:: DATA EXTRACT ::

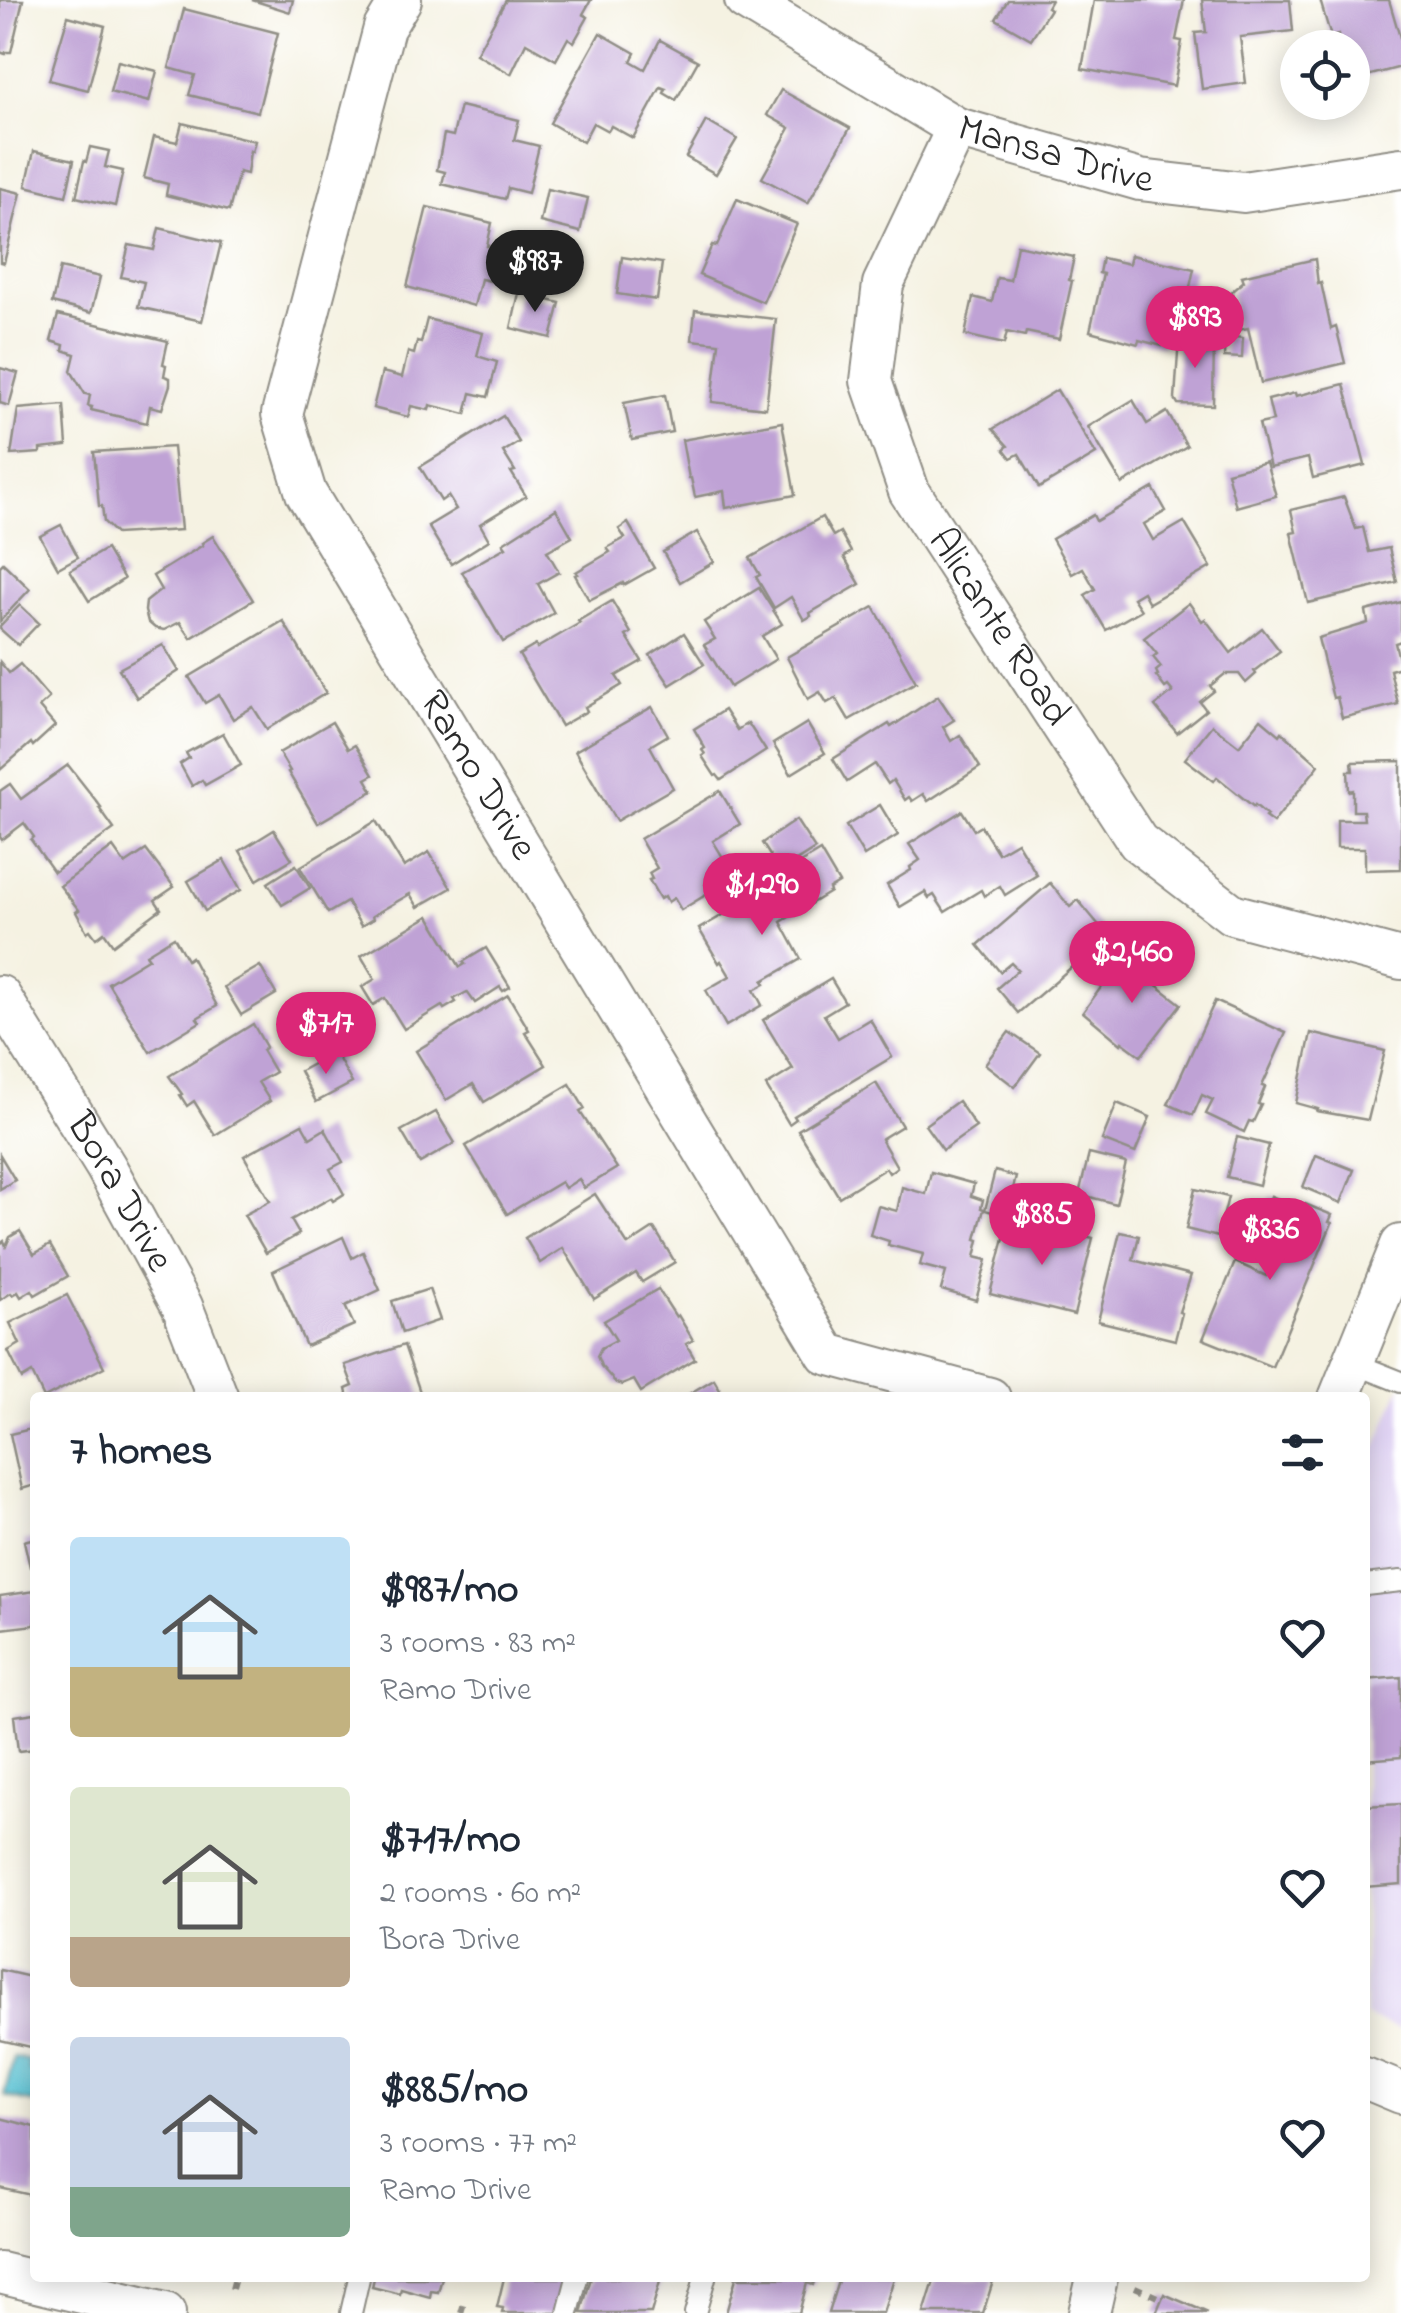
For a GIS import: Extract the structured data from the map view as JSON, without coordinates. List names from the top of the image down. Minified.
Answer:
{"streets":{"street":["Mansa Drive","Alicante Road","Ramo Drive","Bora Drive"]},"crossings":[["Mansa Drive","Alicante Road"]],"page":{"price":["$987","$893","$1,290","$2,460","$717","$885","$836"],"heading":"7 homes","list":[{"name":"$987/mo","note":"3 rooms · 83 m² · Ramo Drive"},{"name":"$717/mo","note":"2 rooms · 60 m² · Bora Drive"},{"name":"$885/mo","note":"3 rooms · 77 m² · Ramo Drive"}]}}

:::

## [WORK INSTRUCTION]
Could you print the whole listing again, exactly, leaving the pictures out?

## [REPLY TO THE TASK]
For a GIS import: Extract the structured data from the map view as JSON, without coordinates. List names from the top of the image down. Minified.
Answer:
{"streets":{"street":["Mansa Drive","Alicante Road","Ramo Drive","Bora Drive"]},"crossings":[["Mansa Drive","Alicante Road"]],"page":{"price":["$987","$893","$1,290","$2,460","$717","$885","$836"],"heading":"7 homes","list":[{"name":"$987/mo","note":"3 rooms · 83 m² · Ramo Drive"},{"name":"$717/mo","note":"2 rooms · 60 m² · Bora Drive"},{"name":"$885/mo","note":"3 rooms · 77 m² · Ramo Drive"}]}}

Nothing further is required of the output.